David Brooks, New York Times:  There's got to be something.

One of the things that strikes me about this investigation is that it's like a million pieces out there.  There's like the Julian Assange piece, the Moscow deal piece, the tax piece, the Roger Stone, whatever he was doing, piece, paying off strippers.  There's just a million pieces in this investigation.  And we don't which will open on any given day.

And so that tells me that this is going to occupy the Trump presidency for a long time and probably dominate the Trump presidency for the next little while.

The second thing I think what we're learning from the Cohen — what we have learned from Michael Cohen is that Trump was probably more involved in a lot of these things than we knew before, that it wasn't just some minions off somewhere.  Trump seems to have been involved in these calls and things like that.

The thing that — the crucial thing that I don't know is, when he's accused of something, he just shifts the goalposts, which is to say, he re-norms.

Mark Shields:  Yes.

David Brooks:  So, you say, oh, you were lying during the campaign?  And he said, yes, yes, I was doing that.  Fine.

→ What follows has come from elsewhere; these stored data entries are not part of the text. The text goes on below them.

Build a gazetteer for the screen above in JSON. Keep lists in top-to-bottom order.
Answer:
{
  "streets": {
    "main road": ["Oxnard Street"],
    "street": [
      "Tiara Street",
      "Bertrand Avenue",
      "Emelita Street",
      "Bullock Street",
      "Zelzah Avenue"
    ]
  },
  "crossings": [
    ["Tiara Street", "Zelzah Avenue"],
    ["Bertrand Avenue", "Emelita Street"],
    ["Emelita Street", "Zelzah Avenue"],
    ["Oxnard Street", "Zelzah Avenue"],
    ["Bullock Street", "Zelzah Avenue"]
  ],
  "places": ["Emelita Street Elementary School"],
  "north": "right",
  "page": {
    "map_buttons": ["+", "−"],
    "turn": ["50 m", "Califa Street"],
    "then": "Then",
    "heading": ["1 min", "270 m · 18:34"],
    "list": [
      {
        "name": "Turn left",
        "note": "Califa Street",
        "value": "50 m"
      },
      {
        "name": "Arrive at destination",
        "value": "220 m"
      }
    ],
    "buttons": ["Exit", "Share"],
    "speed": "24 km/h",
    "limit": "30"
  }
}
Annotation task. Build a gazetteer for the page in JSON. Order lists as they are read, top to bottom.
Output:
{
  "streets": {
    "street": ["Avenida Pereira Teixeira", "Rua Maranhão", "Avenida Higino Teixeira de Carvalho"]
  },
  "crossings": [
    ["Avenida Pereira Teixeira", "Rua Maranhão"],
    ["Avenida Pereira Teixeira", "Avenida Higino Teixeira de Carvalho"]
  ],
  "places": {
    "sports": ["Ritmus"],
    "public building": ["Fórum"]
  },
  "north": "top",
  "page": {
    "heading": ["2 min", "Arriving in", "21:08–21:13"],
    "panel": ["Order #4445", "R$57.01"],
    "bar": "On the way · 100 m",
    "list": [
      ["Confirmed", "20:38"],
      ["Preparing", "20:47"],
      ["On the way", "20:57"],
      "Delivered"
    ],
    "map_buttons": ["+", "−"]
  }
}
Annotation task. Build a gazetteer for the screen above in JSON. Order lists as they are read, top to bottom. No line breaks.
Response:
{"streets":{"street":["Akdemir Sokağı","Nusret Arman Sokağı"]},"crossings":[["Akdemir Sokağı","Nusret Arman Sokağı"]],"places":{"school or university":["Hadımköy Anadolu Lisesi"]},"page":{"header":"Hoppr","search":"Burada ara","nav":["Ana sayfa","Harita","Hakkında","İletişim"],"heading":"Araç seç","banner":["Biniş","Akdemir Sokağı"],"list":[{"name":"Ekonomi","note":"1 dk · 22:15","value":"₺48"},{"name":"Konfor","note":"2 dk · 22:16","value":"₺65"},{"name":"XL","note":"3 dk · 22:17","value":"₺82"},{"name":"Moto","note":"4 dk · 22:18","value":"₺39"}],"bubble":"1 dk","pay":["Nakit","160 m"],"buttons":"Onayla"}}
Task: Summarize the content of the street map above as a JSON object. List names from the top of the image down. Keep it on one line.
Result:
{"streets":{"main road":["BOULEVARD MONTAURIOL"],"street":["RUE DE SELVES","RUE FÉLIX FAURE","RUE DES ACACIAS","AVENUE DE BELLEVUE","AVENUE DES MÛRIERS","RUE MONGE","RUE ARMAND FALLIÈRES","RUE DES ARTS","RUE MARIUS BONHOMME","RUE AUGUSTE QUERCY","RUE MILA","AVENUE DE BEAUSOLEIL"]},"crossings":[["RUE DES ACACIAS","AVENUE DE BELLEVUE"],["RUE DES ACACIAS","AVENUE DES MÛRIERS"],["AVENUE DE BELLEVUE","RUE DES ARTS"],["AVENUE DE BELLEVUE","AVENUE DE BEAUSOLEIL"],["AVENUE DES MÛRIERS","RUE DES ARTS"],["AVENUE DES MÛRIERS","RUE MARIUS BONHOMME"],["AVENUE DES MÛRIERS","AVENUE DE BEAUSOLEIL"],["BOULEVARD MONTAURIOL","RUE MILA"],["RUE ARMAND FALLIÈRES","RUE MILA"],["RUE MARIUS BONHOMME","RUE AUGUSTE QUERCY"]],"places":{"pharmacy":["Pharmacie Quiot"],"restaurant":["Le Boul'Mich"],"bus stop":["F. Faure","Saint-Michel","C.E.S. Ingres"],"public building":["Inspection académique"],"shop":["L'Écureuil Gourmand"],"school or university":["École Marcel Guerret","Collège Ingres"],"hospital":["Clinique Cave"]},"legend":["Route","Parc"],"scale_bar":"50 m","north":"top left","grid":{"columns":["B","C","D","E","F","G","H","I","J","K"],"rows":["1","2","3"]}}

You might have been compromised in Moscow to get a business deal.  Yes, well, you know, that's business.  That's what I was doing.

So every time he does something that any past administration would have thought, this is shocking and appalling, I'm ashamed of myself, he's completely unashamed of himself.

And so the question to me becomes — Richard Nixon was forced to reside, sort of over obstruction of justice .  Suppose there's an obstruction of justice case here.  Have our norms so changed that is no longer a political death sentence?  And that may have happened.

(CROSSTALK)

Mark Shields:  Yes, I think David raises a good point.

I think our — I hope and believe our norms have been changed.  There's no question that Donald Trump is a mutant.  I mean, he has no embarrassment gene.  There's no way in the world…

Judy Woodruff:  Did you say mutant?

Mark Shields:  A mutant.  He really is.

I mean, he's aberrational.  I mean, he's not embarrassed.  I mean, Richard Nixon, on tape, said, we could do this, but it was wrong, it would be wrong, and we know what's wrong.

That doesn't — that's not a construction, a sentence that would pass Donald Trump's lips.  I mean, that is — it isn't the question.  It's transactional?  Is it to my advantage?  Is it to my disadvantage?  That's — that's how he sees — that is his morality.  Does it enhance him?  Does it in any way diminish him, which, of course, is the original and most grievous of all sins?

So I do think that our norms, I hope, have not been hopelessly impaired or damaged.  And don't forget that it was, in fact, the — David is right — obstruction of justice in both the cases of Bill Clinton's impeachment, attempting to influence witnesses and how they testify, and Richard Nixon's.

So, I mean, these are serious offenses.  And there are precedents for pursuing that.

David Brooks:  But it seems to me this is the hardest thing for the Mueller team, is that there's a lot of prosecutorial discretion involved in these things.

At what point do we go out and say, this is enough to really challenge the President in some fundamental, existential way?  And do — at what point do they think we have enough to really go out in this aggressive way?  And what point do they think, no, this will just turn into a political circus?

And so the political — the norms of the culture are going to affect how Mueller is going to make that decision.

Judy Woodruff:  So you really — you believe the President is changing, may be changing the norm, the cultural moral norms of this country?

David Brooks:  He's being doing it since he walked on the stage.

(LAUGHTER)

David Brooks:  I mean, that first Republican debate, he was talking about things no President ever talked about, insulting other people's looks.

And so it's just been a continual process of that.  And, at some point, the norm runs into law.  But, again, the law has this area of discretion that Mueller is going to have to make that case.

The thing — the thing that's hanging out there is, there's just so much.  And then Mueller has — I mean, it's not really even about collusion with the Russians anymore.  There's just so much out there that this person has been involved in for the past 20 years.  And we just don't know what's going to spring up tomorrow.